Em declarações ao programa Ensaio Geral da Renascença, a antiga responsável do Plano Nacional de Leitura defende uma maior comparticipação do Estado.

“Sei que há alunos do secundário que têm muita dificuldade em comprar os livros para esse nível educativo. Sabemos que a escolaridade no primeiro ciclo está assegurada para todos e no secundário era preciso que houvesse uma maior comparticipação do Estado para ajudar aqueles que não podem comprar os livros”, afirma a escritora.

“Eu ponho isto num lado da balança e noutro e tínhamos de ponderar bem onde fazer o investimento público. Nós tivemos, desde sempre, uma comparticipação dos livros escolares dos mais novos. Devíamos ponderar, também, a comparticipação ao nível do secundário, porque os livros do secundário são realmente pesados no orçamento familiar”, sublinha a antiga ministra.

Como se escreve uma aventura a quatro mãos?

Isabel Alçada esteve no programa Ensaio Geral com a escritora Ana Maria Magalhães, com quem escreve há décadas a colecção “Uma Aventura”, entre outras.
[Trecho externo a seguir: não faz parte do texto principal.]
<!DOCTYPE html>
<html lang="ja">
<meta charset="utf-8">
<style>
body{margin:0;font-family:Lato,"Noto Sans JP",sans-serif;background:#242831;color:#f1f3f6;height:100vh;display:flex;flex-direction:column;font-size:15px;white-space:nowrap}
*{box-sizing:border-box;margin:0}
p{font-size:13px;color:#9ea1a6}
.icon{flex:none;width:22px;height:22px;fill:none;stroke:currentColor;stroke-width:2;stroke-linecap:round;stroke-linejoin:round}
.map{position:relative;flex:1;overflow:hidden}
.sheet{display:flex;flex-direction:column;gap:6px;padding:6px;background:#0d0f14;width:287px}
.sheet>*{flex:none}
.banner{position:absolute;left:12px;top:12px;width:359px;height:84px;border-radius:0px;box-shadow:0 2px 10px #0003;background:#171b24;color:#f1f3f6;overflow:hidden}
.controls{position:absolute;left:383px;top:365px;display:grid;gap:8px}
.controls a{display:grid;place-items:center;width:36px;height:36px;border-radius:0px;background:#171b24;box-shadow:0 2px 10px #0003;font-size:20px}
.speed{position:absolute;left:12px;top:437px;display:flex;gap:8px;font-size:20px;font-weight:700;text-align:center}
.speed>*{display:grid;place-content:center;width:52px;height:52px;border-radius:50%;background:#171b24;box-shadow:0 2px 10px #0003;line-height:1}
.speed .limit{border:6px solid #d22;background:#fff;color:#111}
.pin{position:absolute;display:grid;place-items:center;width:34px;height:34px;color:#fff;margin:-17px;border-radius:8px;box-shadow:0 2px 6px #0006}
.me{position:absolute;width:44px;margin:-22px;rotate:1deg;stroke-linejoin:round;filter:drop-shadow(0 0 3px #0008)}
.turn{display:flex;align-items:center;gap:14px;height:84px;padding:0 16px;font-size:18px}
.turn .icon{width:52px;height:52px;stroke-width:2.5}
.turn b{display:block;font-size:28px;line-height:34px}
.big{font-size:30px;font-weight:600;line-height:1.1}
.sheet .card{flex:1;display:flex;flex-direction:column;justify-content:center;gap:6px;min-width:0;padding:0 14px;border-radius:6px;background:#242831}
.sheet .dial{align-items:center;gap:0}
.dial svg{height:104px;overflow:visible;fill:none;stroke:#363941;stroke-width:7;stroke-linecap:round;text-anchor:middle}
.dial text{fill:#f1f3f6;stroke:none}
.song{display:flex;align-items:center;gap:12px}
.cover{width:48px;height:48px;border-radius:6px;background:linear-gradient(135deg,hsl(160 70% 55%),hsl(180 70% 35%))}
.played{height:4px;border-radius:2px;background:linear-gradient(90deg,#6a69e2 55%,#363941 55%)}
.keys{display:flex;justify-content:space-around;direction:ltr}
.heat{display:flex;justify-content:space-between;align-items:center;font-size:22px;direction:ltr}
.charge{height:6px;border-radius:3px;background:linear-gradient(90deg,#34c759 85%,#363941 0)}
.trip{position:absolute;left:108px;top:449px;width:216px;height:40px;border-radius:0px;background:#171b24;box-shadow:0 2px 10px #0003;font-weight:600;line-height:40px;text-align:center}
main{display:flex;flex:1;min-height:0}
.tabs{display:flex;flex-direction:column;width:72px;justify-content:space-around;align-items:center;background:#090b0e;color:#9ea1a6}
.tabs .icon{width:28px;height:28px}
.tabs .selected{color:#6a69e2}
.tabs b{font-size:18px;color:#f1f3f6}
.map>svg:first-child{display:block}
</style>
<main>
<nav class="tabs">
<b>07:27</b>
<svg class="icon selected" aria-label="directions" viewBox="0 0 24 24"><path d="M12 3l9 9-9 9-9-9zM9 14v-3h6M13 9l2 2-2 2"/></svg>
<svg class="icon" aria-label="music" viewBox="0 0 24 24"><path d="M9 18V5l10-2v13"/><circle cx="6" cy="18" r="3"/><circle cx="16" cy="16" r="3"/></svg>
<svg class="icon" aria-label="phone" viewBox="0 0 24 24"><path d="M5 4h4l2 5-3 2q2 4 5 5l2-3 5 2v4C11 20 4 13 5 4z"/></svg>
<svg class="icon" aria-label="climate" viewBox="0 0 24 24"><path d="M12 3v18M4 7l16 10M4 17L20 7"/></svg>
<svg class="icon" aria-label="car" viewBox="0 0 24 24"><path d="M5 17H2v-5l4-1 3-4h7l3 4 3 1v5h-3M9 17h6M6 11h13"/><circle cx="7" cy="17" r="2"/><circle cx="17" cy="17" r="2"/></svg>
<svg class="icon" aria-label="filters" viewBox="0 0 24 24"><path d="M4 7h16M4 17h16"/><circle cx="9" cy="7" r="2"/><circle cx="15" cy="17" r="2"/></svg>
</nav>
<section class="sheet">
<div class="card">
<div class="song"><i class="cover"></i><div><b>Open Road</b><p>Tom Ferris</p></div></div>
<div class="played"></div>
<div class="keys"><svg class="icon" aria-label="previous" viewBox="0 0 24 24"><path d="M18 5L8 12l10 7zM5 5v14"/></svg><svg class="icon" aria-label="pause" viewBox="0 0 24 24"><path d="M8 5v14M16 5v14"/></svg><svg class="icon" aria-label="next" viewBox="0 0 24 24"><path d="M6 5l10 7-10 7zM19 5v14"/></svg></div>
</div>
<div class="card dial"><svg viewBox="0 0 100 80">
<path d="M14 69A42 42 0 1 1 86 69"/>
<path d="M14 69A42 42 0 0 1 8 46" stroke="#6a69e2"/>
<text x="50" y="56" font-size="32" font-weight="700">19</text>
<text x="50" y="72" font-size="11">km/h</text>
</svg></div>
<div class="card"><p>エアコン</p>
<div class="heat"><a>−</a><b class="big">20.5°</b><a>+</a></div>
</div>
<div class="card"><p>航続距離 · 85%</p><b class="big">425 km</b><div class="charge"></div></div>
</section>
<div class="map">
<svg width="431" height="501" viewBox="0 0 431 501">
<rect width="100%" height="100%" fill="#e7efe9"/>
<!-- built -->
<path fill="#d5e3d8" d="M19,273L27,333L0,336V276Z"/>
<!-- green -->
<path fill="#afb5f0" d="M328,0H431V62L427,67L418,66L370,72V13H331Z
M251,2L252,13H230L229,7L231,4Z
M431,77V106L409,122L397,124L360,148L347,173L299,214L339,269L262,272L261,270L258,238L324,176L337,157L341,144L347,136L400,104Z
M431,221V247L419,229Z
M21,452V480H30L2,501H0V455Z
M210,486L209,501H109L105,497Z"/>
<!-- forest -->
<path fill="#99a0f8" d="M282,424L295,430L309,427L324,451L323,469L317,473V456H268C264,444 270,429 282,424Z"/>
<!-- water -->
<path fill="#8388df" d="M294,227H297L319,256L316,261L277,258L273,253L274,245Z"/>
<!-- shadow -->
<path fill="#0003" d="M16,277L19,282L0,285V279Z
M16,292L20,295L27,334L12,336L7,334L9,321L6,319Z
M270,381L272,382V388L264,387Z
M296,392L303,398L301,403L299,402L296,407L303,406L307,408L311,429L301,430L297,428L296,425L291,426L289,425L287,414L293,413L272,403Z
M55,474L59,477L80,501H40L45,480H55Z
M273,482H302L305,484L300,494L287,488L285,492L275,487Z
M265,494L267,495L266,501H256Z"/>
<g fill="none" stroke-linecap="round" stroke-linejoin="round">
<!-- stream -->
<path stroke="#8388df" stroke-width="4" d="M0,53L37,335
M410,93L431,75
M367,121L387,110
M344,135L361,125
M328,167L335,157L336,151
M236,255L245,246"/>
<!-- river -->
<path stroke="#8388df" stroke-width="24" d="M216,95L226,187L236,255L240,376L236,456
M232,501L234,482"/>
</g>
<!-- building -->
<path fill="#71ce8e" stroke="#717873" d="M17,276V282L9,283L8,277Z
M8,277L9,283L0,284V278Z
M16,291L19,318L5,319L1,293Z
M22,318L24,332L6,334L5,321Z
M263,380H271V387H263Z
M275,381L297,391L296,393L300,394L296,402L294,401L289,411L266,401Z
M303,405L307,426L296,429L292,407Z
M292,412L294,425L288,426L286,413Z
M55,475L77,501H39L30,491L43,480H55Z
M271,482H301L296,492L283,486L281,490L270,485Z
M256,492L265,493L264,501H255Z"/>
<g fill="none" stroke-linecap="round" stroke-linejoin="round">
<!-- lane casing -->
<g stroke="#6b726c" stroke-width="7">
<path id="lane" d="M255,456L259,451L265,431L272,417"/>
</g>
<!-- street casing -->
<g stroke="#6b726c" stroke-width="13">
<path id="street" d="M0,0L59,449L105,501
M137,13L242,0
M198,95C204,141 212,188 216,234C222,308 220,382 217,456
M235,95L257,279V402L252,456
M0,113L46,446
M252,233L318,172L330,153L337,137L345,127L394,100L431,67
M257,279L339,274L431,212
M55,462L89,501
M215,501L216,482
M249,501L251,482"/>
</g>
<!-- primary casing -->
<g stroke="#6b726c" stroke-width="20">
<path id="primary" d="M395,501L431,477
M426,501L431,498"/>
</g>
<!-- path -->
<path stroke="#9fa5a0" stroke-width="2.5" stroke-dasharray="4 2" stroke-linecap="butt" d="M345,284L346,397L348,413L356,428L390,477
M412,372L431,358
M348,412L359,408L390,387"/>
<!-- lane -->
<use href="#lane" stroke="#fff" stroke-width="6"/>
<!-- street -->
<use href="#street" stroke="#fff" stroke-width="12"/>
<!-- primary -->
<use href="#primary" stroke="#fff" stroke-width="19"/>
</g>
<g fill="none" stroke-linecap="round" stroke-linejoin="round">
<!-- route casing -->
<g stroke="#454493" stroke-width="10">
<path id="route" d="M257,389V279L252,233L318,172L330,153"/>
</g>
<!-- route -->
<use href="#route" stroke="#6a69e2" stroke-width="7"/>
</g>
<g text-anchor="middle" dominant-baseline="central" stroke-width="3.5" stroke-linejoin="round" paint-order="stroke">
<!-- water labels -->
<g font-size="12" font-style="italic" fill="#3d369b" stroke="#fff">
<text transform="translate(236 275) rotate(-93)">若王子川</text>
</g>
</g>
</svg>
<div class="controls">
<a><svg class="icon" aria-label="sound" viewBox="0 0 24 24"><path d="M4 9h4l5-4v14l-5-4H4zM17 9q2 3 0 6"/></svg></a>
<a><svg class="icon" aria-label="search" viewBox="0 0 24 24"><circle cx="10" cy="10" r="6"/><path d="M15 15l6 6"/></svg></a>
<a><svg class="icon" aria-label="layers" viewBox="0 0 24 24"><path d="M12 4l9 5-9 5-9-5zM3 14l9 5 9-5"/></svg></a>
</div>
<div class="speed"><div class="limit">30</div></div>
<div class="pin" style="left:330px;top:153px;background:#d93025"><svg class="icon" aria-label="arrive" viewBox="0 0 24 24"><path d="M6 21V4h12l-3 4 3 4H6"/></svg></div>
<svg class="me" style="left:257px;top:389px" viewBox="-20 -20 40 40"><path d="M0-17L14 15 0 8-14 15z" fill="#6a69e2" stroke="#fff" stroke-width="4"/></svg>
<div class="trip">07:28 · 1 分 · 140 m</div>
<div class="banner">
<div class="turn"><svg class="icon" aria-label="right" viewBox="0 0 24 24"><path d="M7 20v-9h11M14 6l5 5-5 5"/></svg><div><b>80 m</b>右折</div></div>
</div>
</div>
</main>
E continuam a escrever à mão, a tinta preta e em folhas brancas. Ana Maria Magalhães desvenda o segredo de escrever a quatro mãos.

“Nós continuamos a escrever da mesma maneira, que é com papel A4, canetas pretas. A Isabel vem a minha casa, é onde é o nosso escritório, e vamos conversando e escrevendo a história. Temos que ter um plano prévio, porque, como somos duas, não podemos deixar que a imaginação de cada uma vá em sentido contrário. Temos que ter um plano que pode ser respeitado ou não, depois vamos conversando e vamos escrevendo juntas. Se a Isabel não puder vir a minha casa ou se eu não estiver livre, nesse dia não se escreve”, revela a escritora.